Word for word, reproduce every line of the data.

===

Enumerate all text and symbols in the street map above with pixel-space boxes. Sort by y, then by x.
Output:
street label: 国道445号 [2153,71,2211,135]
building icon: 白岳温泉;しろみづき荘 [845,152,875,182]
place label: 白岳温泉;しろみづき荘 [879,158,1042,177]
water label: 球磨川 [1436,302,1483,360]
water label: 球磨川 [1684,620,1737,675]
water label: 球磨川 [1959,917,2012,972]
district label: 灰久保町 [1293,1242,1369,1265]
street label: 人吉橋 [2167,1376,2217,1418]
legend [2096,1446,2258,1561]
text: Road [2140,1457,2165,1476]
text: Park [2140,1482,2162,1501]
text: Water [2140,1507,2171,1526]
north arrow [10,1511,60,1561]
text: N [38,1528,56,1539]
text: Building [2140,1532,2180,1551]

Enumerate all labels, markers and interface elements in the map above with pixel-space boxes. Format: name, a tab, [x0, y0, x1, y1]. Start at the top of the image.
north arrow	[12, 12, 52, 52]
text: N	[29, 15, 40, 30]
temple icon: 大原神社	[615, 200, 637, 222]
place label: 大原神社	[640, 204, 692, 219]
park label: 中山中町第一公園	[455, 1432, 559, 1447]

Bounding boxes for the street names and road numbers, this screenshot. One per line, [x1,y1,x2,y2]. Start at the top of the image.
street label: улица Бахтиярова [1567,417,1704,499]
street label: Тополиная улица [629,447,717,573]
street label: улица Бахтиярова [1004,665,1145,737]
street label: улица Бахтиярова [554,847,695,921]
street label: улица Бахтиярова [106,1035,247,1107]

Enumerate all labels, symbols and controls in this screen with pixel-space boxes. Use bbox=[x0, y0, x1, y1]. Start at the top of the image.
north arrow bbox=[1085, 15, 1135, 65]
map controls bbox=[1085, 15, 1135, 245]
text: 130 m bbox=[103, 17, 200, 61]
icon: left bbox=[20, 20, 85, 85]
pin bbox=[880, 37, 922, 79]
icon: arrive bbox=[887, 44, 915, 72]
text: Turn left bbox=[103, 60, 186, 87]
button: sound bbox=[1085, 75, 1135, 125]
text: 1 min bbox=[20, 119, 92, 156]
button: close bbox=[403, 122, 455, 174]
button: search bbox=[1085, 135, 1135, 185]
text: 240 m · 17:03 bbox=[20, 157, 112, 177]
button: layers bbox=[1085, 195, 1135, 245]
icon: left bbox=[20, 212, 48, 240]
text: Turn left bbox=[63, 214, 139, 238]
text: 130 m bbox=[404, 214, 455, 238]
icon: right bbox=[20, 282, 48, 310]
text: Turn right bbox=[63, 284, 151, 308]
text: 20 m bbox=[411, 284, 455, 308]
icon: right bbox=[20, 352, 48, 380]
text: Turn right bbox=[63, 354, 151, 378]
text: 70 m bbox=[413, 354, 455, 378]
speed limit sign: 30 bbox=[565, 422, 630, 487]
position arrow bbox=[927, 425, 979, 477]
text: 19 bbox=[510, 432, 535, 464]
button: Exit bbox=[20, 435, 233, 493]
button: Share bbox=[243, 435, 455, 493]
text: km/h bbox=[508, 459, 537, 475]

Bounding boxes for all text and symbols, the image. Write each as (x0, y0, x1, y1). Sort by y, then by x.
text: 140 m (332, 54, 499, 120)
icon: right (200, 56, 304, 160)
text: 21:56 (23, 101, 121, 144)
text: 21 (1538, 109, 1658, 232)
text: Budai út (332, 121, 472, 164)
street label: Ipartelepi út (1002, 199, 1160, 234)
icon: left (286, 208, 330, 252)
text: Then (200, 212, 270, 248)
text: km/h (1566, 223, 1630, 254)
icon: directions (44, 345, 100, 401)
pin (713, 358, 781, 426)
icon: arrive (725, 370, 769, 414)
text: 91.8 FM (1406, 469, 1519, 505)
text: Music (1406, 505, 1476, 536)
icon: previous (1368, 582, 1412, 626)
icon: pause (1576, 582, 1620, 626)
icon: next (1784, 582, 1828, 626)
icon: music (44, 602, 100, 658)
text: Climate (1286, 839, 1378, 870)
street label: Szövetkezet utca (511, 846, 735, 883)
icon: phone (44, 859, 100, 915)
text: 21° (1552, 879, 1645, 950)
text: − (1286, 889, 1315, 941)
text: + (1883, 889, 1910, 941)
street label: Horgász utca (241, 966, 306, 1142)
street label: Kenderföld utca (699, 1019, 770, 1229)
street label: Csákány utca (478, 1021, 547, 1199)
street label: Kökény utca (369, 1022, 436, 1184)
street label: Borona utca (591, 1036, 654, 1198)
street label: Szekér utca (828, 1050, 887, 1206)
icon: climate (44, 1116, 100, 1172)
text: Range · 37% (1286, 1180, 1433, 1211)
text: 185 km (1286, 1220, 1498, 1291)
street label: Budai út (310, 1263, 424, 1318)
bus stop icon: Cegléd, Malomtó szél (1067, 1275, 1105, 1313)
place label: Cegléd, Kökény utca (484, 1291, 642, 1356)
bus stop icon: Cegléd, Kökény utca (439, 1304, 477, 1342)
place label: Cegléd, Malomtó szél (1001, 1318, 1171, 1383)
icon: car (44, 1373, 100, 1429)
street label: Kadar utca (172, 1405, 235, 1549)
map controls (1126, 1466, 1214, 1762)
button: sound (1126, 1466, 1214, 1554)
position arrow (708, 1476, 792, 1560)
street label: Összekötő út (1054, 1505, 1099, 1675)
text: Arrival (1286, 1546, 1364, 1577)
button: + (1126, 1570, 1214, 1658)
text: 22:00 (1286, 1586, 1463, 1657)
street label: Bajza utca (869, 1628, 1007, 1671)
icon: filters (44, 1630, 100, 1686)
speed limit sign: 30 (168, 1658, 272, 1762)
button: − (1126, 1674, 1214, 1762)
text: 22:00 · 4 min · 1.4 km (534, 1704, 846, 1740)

===

▶ _Exercise output_:
Enumerate all text and symbols in the street map above with pixel-space boxes. Sort by y, then by x.
Output:
street label: 国道445号 [2153,71,2211,135]
building icon: 白岳温泉;しろみづき荘 [845,152,875,182]
place label: 白岳温泉;しろみづき荘 [879,158,1042,177]
water label: 球磨川 [1436,302,1483,360]
water label: 球磨川 [1684,620,1737,675]
water label: 球磨川 [1959,917,2012,972]
district label: 灰久保町 [1293,1242,1369,1265]
street label: 人吉橋 [2167,1376,2217,1418]
legend [2096,1446,2258,1561]
text: Road [2140,1457,2165,1476]
text: Park [2140,1482,2162,1501]
text: Water [2140,1507,2171,1526]
north arrow [10,1511,60,1561]
text: N [38,1528,56,1539]
text: Building [2140,1532,2180,1551]

Enumerate all labels, markers and interface elements in the map above with pixel-space boxes. Format: name, a tab, [x0, y0, x1, y1]. Start at the top of the image.
north arrow	[12, 12, 52, 52]
text: N	[29, 15, 40, 30]
temple icon: 大原神社	[615, 200, 637, 222]
place label: 大原神社	[640, 204, 692, 219]
park label: 中山中町第一公園	[455, 1432, 559, 1447]

Bounding boxes for the street names and road numbers, this screenshot. One per line, [x1,y1,x2,y2]. Start at the top of the image.
street label: улица Бахтиярова [1567,417,1704,499]
street label: Тополиная улица [629,447,717,573]
street label: улица Бахтиярова [1004,665,1145,737]
street label: улица Бахтиярова [554,847,695,921]
street label: улица Бахтиярова [106,1035,247,1107]

Enumerate all labels, symbols and controls in this screen with pixel-space boxes. Use bbox=[x0, y0, x1, y1]. Start at the top of the image.
north arrow bbox=[1085, 15, 1135, 65]
map controls bbox=[1085, 15, 1135, 245]
text: 130 m bbox=[103, 17, 200, 61]
icon: left bbox=[20, 20, 85, 85]
pin bbox=[880, 37, 922, 79]
icon: arrive bbox=[887, 44, 915, 72]
text: Turn left bbox=[103, 60, 186, 87]
button: sound bbox=[1085, 75, 1135, 125]
text: 1 min bbox=[20, 119, 92, 156]
button: close bbox=[403, 122, 455, 174]
button: search bbox=[1085, 135, 1135, 185]
text: 240 m · 17:03 bbox=[20, 157, 112, 177]
button: layers bbox=[1085, 195, 1135, 245]
icon: left bbox=[20, 212, 48, 240]
text: Turn left bbox=[63, 214, 139, 238]
text: 130 m bbox=[404, 214, 455, 238]
icon: right bbox=[20, 282, 48, 310]
text: Turn right bbox=[63, 284, 151, 308]
text: 20 m bbox=[411, 284, 455, 308]
icon: right bbox=[20, 352, 48, 380]
text: Turn right bbox=[63, 354, 151, 378]
text: 70 m bbox=[413, 354, 455, 378]
speed limit sign: 30 bbox=[565, 422, 630, 487]
position arrow bbox=[927, 425, 979, 477]
text: 19 bbox=[510, 432, 535, 464]
button: Exit bbox=[20, 435, 233, 493]
button: Share bbox=[243, 435, 455, 493]
text: km/h bbox=[508, 459, 537, 475]

Bounding boxes for all text and symbols, the image. Write each as (x0, y0, x1, y1). Sort by y, then by x.
text: 140 m (332, 54, 499, 120)
icon: right (200, 56, 304, 160)
text: 21:56 (23, 101, 121, 144)
text: 21 (1538, 109, 1658, 232)
text: Budai út (332, 121, 472, 164)
street label: Ipartelepi út (1002, 199, 1160, 234)
icon: left (286, 208, 330, 252)
text: Then (200, 212, 270, 248)
text: km/h (1566, 223, 1630, 254)
icon: directions (44, 345, 100, 401)
pin (713, 358, 781, 426)
icon: arrive (725, 370, 769, 414)
text: 91.8 FM (1406, 469, 1519, 505)
text: Music (1406, 505, 1476, 536)
icon: previous (1368, 582, 1412, 626)
icon: pause (1576, 582, 1620, 626)
icon: next (1784, 582, 1828, 626)
icon: music (44, 602, 100, 658)
text: Climate (1286, 839, 1378, 870)
street label: Szövetkezet utca (511, 846, 735, 883)
icon: phone (44, 859, 100, 915)
text: 21° (1552, 879, 1645, 950)
text: − (1286, 889, 1315, 941)
text: + (1883, 889, 1910, 941)
street label: Horgász utca (241, 966, 306, 1142)
street label: Kenderföld utca (699, 1019, 770, 1229)
street label: Csákány utca (478, 1021, 547, 1199)
street label: Kökény utca (369, 1022, 436, 1184)
street label: Borona utca (591, 1036, 654, 1198)
street label: Szekér utca (828, 1050, 887, 1206)
icon: climate (44, 1116, 100, 1172)
text: Range · 37% (1286, 1180, 1433, 1211)
text: 185 km (1286, 1220, 1498, 1291)
street label: Budai út (310, 1263, 424, 1318)
bus stop icon: Cegléd, Malomtó szél (1067, 1275, 1105, 1313)
place label: Cegléd, Kökény utca (484, 1291, 642, 1356)
bus stop icon: Cegléd, Kökény utca (439, 1304, 477, 1342)
place label: Cegléd, Malomtó szél (1001, 1318, 1171, 1383)
icon: car (44, 1373, 100, 1429)
street label: Kadar utca (172, 1405, 235, 1549)
map controls (1126, 1466, 1214, 1762)
button: sound (1126, 1466, 1214, 1554)
position arrow (708, 1476, 792, 1560)
street label: Összekötő út (1054, 1505, 1099, 1675)
text: Arrival (1286, 1546, 1364, 1577)
button: + (1126, 1570, 1214, 1658)
text: 22:00 (1286, 1586, 1463, 1657)
street label: Bajza utca (869, 1628, 1007, 1671)
icon: filters (44, 1630, 100, 1686)
speed limit sign: 30 (168, 1658, 272, 1762)
button: − (1126, 1674, 1214, 1762)
text: 22:00 · 4 min · 1.4 km (534, 1704, 846, 1740)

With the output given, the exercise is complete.